TAX EXEPT BONDS Senator Daniel Moynihan (D-NY) bill to restrict the use of tax-exempt bonds to finance sports stadiums was the first shot fired into federal legislating the construction of stadiums (Johnston, 1995). This bill was successfully challenged by the states as to the constitutionality of it. The states claimed under the tenth amendment that the federal government cannot tell the States how to structure their non federal taxes (McGraw, 1996). Representative Barney Frank (D-MA) has a new bill that remains in subcommittee that also attempts to limit the tax bonds by restricting federal dollars to the states that produce tax exempt bonds to produce stadiums. FUTURE FINANCING MODELS The newest model of stadium financing involves the central theorem of fan ownership. The model put forth by the The Heartland Institute of Chicago, Illinois is based on the Green Bay Packer organization.
The Green Bay packers sell shares of their team on the open market and list themselves as a "not for profit" team. Since it is a not for profit team then all proceeds of profit get returned to the general fund for facility improvements and player endowments (Harding, 1997). This has produced the effect of the packers being the least subsidized National Football Franchise and generates a small amount of money in luxury suites (Harding, 1997). Widespread adoption of the Packer Model would eliminate the greatest bargaining chip the professional sports teams owners have in demanding new stadiums that of city abandonment. If an organization is public ally owned it becomes virtually impossible to move. The biggest opposition to the model is of course the dreaded category of "not for Profit".

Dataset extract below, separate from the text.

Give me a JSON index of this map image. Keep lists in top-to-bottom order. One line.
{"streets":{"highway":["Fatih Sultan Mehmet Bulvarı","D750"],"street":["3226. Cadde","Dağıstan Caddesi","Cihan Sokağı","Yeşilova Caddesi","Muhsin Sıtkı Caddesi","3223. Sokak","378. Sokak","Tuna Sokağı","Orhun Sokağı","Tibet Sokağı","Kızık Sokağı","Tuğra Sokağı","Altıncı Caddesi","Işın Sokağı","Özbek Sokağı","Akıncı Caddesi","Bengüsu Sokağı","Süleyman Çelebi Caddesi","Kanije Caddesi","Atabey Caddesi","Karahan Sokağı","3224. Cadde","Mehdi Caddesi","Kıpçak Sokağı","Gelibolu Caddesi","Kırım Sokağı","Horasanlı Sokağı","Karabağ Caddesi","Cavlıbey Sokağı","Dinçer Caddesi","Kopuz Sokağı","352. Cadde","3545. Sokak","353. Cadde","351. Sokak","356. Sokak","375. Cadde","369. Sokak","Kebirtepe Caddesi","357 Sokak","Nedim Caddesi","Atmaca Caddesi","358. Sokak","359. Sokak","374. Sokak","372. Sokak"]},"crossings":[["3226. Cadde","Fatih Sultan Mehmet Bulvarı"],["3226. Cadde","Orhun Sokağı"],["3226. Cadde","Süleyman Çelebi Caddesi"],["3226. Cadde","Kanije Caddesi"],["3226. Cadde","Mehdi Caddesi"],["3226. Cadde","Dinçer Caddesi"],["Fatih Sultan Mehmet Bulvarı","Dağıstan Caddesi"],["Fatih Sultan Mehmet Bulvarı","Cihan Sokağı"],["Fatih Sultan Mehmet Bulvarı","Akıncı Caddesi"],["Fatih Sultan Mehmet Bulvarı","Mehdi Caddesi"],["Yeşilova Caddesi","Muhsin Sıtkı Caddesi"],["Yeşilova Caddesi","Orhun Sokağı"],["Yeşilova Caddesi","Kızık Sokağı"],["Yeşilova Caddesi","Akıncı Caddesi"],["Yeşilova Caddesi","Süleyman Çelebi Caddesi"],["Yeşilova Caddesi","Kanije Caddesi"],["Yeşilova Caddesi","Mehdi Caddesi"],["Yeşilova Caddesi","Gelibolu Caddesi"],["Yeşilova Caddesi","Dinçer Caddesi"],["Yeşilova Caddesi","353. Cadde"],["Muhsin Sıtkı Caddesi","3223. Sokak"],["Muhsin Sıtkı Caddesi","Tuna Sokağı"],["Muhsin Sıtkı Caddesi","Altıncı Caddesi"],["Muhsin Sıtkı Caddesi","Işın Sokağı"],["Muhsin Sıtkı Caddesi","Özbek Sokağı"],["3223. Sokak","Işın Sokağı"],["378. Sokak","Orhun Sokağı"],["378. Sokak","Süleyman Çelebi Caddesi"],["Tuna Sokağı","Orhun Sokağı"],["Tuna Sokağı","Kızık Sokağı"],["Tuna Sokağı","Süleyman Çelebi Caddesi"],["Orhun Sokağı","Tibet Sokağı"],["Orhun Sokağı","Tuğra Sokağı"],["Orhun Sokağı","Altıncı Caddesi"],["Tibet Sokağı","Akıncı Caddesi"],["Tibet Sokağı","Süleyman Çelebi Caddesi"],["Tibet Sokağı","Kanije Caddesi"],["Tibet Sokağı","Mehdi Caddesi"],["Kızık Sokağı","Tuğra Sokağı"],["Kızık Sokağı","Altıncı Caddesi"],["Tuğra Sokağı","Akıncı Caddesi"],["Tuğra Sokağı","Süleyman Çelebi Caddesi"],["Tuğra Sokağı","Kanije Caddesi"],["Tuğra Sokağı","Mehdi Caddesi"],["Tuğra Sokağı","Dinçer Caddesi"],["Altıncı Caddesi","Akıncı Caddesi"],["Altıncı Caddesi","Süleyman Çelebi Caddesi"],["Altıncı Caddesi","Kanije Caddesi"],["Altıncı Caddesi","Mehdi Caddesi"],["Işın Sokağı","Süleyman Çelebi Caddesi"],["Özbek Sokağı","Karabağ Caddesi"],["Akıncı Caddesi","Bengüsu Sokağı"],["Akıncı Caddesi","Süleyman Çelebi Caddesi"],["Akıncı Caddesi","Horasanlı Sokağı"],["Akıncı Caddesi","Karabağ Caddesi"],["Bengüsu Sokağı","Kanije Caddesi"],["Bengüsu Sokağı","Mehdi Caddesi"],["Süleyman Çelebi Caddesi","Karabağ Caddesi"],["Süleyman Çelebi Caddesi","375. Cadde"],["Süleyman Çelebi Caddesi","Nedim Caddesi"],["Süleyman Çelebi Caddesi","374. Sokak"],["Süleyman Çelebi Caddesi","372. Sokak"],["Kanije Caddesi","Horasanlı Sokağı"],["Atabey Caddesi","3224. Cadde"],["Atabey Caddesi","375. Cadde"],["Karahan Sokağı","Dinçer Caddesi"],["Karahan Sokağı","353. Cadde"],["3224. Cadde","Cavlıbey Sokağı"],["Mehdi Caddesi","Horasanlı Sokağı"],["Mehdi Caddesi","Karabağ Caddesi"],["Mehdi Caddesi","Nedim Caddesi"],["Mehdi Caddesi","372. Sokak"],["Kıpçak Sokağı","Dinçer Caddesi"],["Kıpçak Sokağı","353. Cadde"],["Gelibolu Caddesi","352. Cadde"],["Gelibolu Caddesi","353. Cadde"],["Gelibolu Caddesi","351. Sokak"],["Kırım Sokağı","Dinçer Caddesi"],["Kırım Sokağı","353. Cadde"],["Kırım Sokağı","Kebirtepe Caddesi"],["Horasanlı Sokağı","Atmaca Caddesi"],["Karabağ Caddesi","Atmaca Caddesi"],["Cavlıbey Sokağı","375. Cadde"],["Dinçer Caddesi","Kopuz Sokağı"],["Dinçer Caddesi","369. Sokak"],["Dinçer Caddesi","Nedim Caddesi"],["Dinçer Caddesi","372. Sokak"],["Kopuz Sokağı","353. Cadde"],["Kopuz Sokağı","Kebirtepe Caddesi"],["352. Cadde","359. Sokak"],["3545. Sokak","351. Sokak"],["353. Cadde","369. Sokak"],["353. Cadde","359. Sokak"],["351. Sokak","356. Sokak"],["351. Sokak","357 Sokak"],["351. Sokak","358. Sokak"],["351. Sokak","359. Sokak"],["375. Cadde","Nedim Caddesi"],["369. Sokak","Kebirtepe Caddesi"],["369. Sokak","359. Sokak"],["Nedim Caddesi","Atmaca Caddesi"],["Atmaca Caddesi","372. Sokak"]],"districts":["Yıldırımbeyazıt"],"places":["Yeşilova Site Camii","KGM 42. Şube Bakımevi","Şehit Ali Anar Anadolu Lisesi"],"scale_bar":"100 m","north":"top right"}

If a business man cannot profit of a sporting team then would he invest in said team? Summary and Conclusions The economical reality of today's market does not bear the notion that building new stadiums using public funding is prudent. It can be seen as political suicide in a time where financial cut backs are the norm to ask to reallocate monies from necessities such as education, public safety, and basic land repair. The owners of professional franchises continue to try to black mail cities into spending millions and millions of dollars on these stadiums with the threat of moving to greener pastures. The federal government seemingly unable to stop this with banning stadium subsides (Moynihan's legislation) and a flawed antitrust laws causing a market failure. The loopholes abound in these measures.
The best solution to date is that of fan ownership. With this as a backdrop you develop a return to the community both financially and socially. The sales of shares will also generate a greater depth of fan support and appreciation. This would increase an across the board profit. Stadiums will be built but the amount of governmental help seems to be diminishing and that is not necessarily a bad thing.